Start of Task inputs
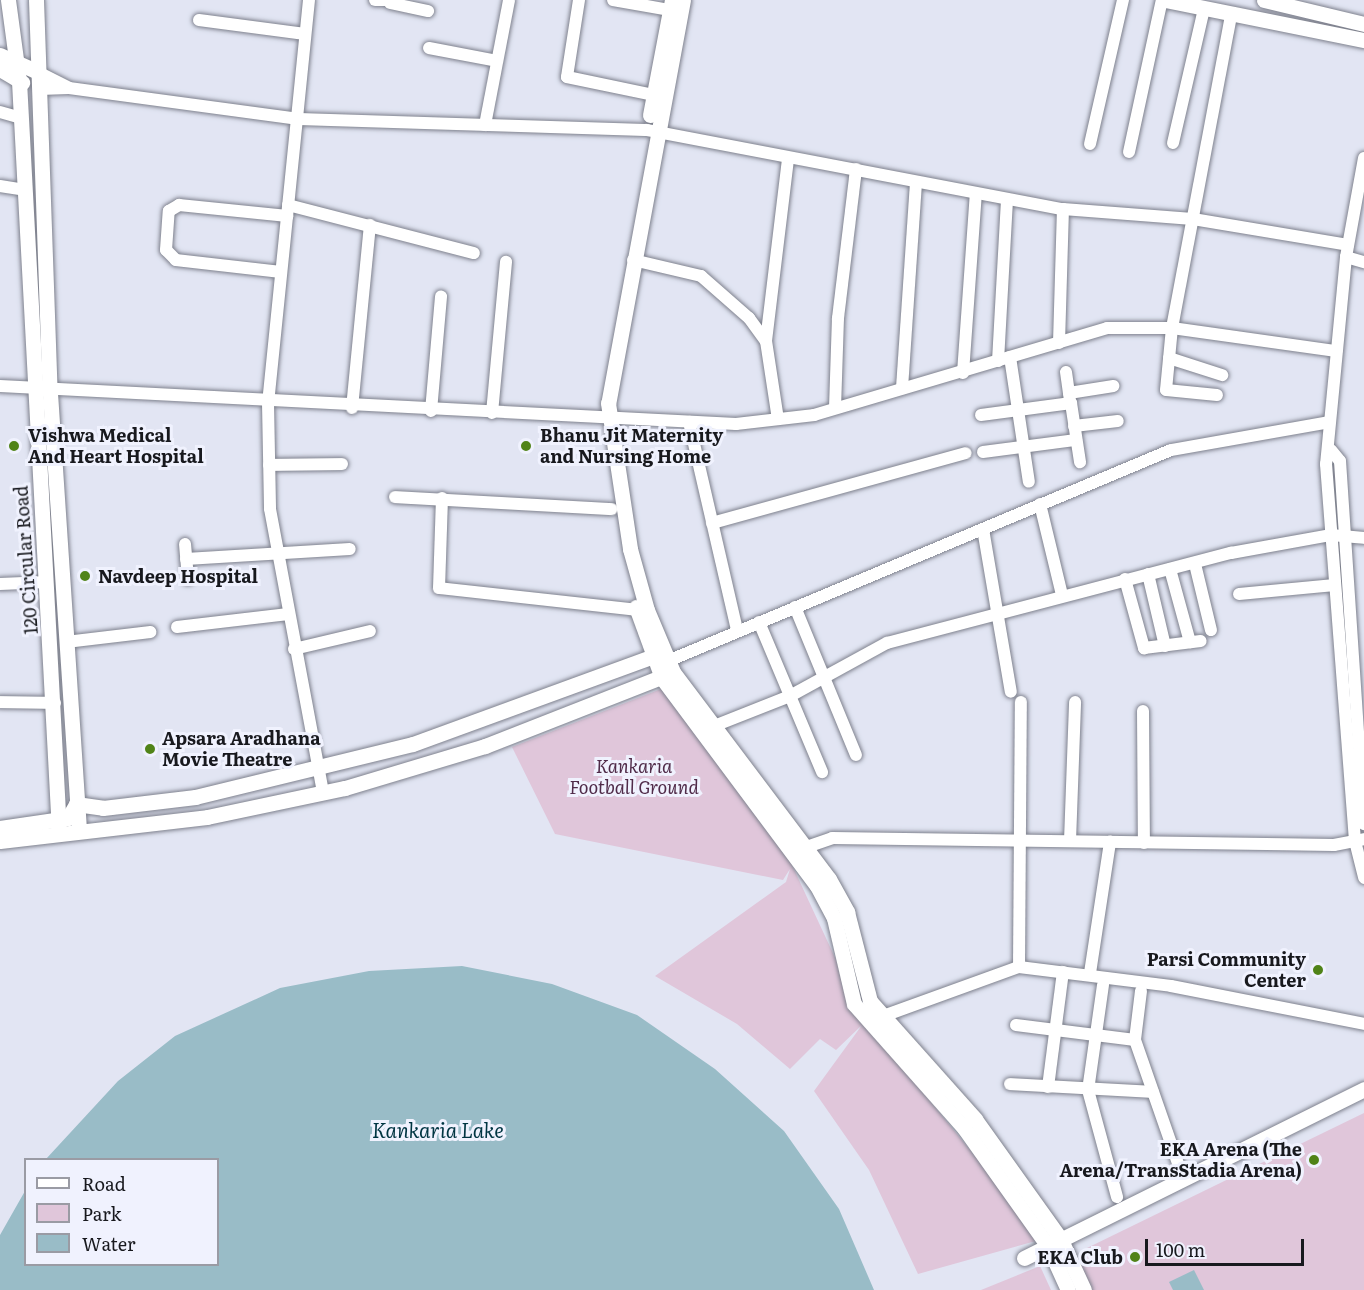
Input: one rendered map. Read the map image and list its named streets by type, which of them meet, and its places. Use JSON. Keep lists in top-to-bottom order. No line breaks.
{"streets":{"main road":["120 Circular Road"]},"water":["Kankaria Lake"],"parks":["Kankaria Football Ground"],"places":["Vishwa Medical And Heart Hospital","Bhanu Jit Maternity and Nursing Home","Navdeep Hospital","Apsara Aradhana Movie Theatre","Parsi Community Center","EKA Arena (The Arena/TransStadia Arena)","EKA Club"],"legend":["Road","Park","Water"],"scale_bar":"100 m"}
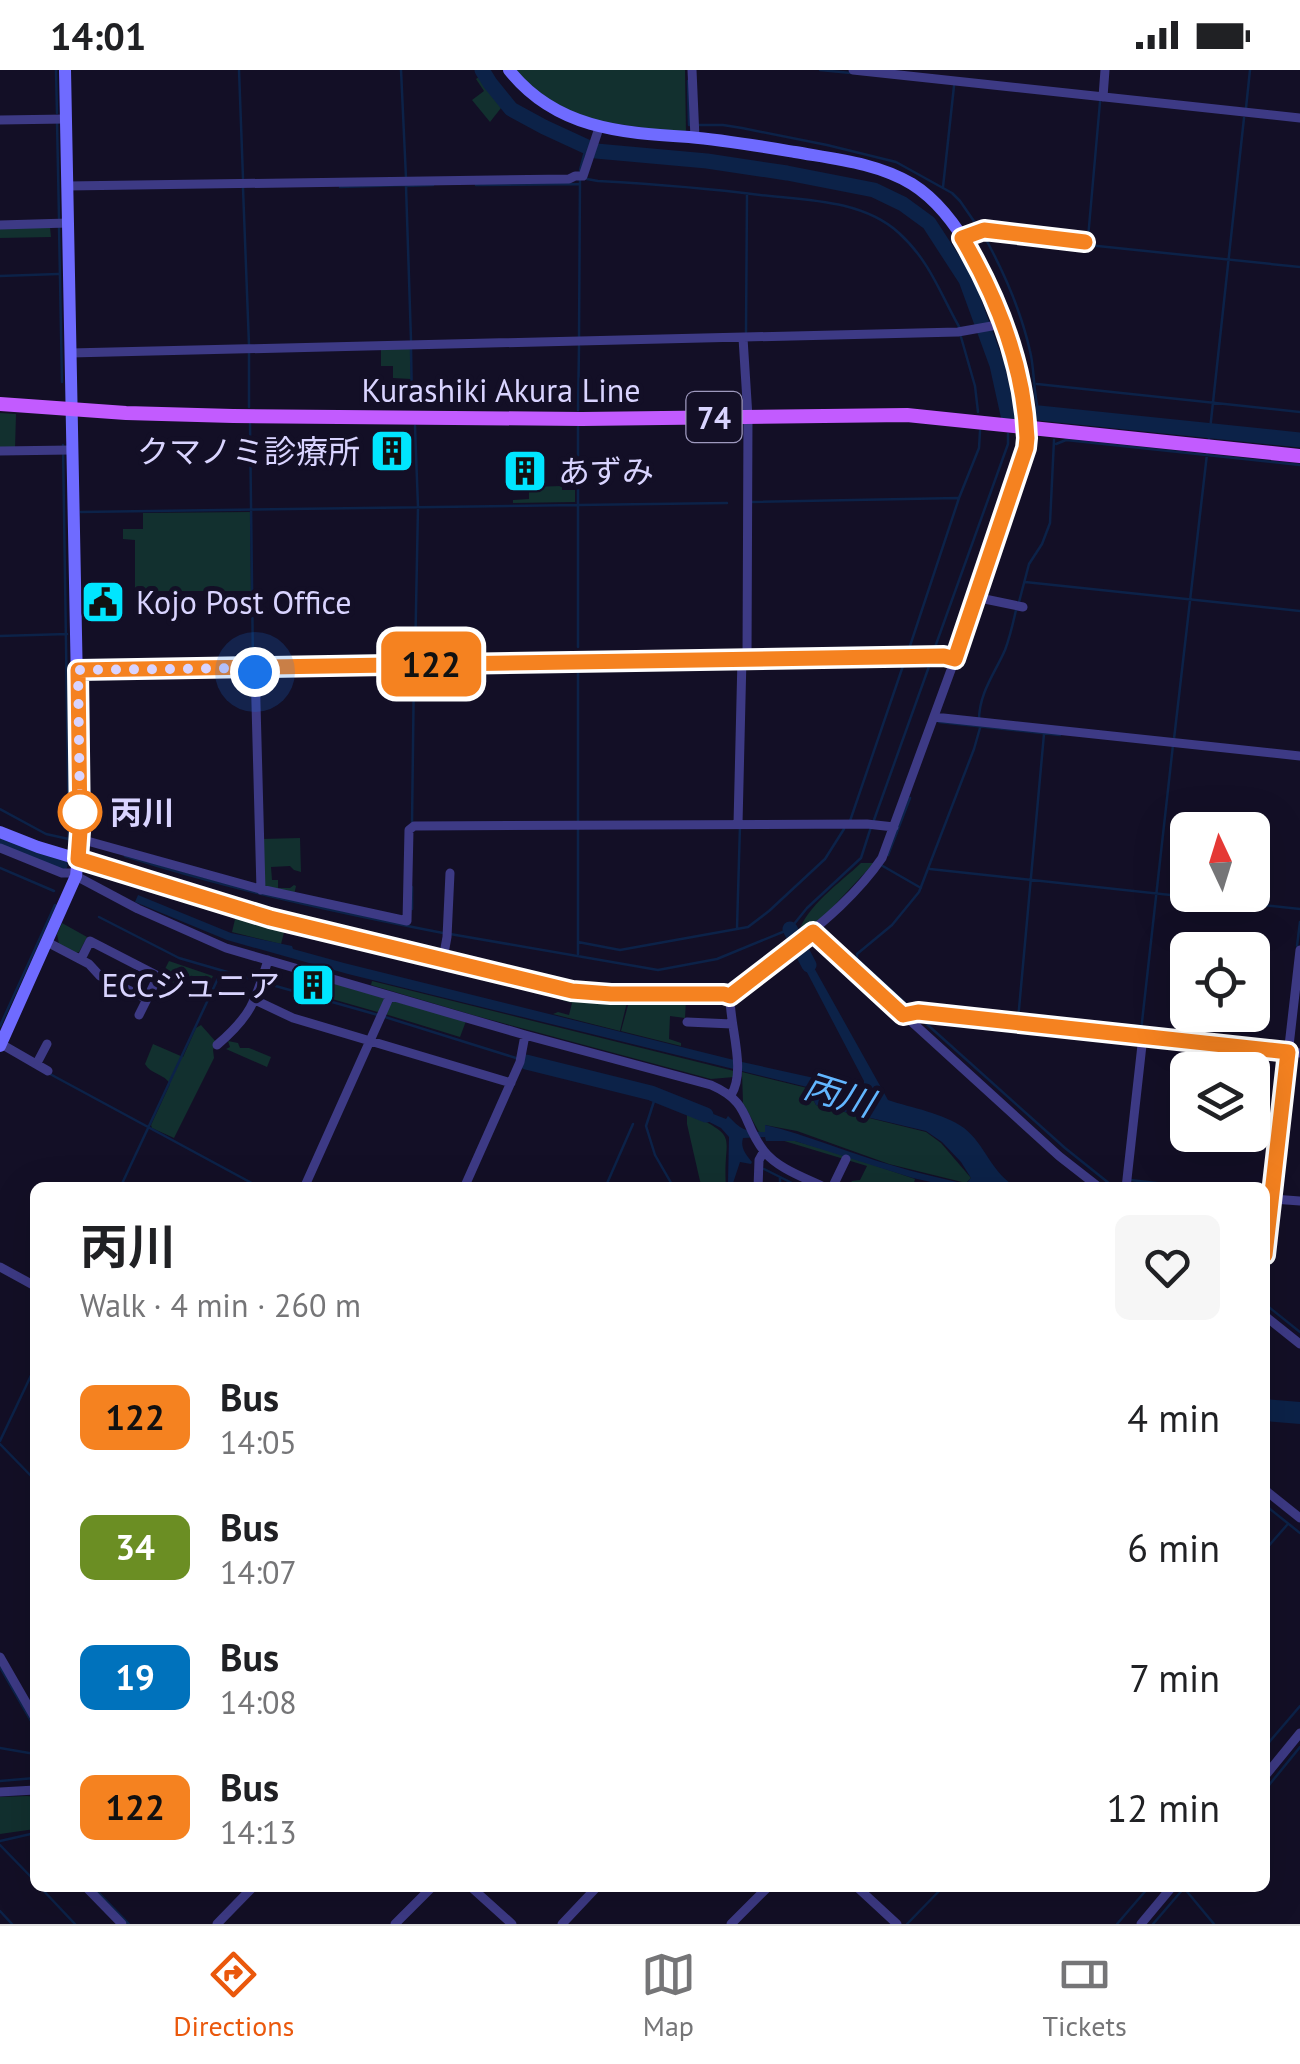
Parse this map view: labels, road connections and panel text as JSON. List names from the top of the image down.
{
  "streets": {
    "main road": ["Kurashiki Akura Line", "74"]
  },
  "water": ["丙川"],
  "places": {
    "building": ["クマノミ診療所", "あずみ", "ECCジュニア"],
    "public building": ["Kojo Post Office"],
    "other": ["丙川"]
  },
  "lines": ["bus line 122"],
  "north": "top",
  "page": {
    "status": "14:01",
    "on_map": "122",
    "heading": ["丙川", "Walk · 4 min · 260 m"],
    "list": [
      {
        "mark": "122",
        "name": "Bus",
        "note": "14:05",
        "value": "4 min"
      },
      {
        "mark": "34",
        "name": "Bus",
        "note": "14:07",
        "value": "6 min"
      },
      {
        "mark": "19",
        "name": "Bus",
        "note": "14:08",
        "value": "7 min"
      },
      {
        "mark": "122",
        "name": "Bus",
        "note": "14:13",
        "value": "12 min"
      }
    ],
    "tabs": ["Directions", "Map", "Tickets"]
  }
}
End of Task inputs
Aim of the exercise >>
Restate each line above exactly, keeping pictures out.

Answer below >>
Input: one rendered map. Read the map image and list its named streets by type, which of them meet, and its places. Use JSON. Keep lists in top-to-bottom order. No line breaks.
{"streets":{"main road":["120 Circular Road"]},"water":["Kankaria Lake"],"parks":["Kankaria Football Ground"],"places":["Vishwa Medical And Heart Hospital","Bhanu Jit Maternity and Nursing Home","Navdeep Hospital","Apsara Aradhana Movie Theatre","Parsi Community Center","EKA Arena (The Arena/TransStadia Arena)","EKA Club"],"legend":["Road","Park","Water"],"scale_bar":"100 m"}
Parse this map view: labels, road connections and panel text as JSON. List names from the top of the image down.
{
  "streets": {
    "main road": ["Kurashiki Akura Line", "74"]
  },
  "water": ["丙川"],
  "places": {
    "building": ["クマノミ診療所", "あずみ", "ECCジュニア"],
    "public building": ["Kojo Post Office"],
    "other": ["丙川"]
  },
  "lines": ["bus line 122"],
  "north": "top",
  "page": {
    "status": "14:01",
    "on_map": "122",
    "heading": ["丙川", "Walk · 4 min · 260 m"],
    "list": [
      {
        "mark": "122",
        "name": "Bus",
        "note": "14:05",
        "value": "4 min"
      },
      {
        "mark": "34",
        "name": "Bus",
        "note": "14:07",
        "value": "6 min"
      },
      {
        "mark": "19",
        "name": "Bus",
        "note": "14:08",
        "value": "7 min"
      },
      {
        "mark": "122",
        "name": "Bus",
        "note": "14:13",
        "value": "12 min"
      }
    ],
    "tabs": ["Directions", "Map", "Tickets"]
  }
}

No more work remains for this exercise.